▶ [Directions]: From the entries provided below, copy each line that contains the word "Close".

▶ [Items from a dataset]:
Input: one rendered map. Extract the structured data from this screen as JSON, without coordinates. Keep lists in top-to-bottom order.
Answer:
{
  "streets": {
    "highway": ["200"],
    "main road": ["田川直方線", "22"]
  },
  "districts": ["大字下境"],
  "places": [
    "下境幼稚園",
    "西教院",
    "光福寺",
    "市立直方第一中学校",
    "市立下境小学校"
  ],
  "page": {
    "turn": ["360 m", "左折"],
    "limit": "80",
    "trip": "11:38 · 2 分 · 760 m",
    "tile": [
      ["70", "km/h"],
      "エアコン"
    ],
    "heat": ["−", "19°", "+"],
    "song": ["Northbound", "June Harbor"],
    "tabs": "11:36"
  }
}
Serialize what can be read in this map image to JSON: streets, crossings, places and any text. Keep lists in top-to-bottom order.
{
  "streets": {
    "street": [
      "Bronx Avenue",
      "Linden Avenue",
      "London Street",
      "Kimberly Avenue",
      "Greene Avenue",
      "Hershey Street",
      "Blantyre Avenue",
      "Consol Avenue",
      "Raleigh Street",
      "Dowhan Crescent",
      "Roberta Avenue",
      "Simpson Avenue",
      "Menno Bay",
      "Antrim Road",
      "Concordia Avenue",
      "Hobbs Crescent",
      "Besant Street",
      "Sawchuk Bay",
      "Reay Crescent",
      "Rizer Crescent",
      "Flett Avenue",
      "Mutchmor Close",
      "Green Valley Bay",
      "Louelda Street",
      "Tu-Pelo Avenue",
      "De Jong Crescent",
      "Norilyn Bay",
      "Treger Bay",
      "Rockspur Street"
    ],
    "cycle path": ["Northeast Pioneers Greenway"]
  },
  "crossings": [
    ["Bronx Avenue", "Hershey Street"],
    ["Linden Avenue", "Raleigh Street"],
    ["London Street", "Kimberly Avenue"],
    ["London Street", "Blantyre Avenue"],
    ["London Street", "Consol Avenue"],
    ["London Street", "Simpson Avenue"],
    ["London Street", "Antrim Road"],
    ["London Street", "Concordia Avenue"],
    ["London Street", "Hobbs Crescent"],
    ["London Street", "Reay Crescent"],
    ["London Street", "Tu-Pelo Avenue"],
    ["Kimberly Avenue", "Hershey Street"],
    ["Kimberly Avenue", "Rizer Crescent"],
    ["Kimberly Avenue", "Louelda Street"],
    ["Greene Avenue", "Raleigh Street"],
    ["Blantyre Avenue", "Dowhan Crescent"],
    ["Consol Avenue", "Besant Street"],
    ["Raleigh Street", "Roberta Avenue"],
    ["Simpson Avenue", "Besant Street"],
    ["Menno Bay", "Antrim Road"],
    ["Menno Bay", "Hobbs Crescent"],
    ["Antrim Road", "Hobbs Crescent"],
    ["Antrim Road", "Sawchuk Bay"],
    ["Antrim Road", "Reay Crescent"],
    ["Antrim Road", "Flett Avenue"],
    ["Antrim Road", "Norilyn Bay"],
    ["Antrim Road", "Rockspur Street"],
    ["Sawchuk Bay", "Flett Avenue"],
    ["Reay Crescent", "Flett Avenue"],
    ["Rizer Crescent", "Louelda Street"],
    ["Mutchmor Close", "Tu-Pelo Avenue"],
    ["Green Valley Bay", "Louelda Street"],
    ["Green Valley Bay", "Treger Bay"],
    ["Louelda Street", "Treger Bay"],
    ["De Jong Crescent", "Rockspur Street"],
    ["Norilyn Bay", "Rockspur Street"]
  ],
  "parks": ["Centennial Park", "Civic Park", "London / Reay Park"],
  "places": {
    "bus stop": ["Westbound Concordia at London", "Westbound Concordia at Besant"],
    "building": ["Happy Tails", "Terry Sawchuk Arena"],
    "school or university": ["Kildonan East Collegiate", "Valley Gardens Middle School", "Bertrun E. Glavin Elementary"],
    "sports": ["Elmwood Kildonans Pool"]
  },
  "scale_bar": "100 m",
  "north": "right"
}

▶ [Solution for this task]:
      "Mutchmor Close",
    ["Mutchmor Close", "Tu-Pelo Avenue"],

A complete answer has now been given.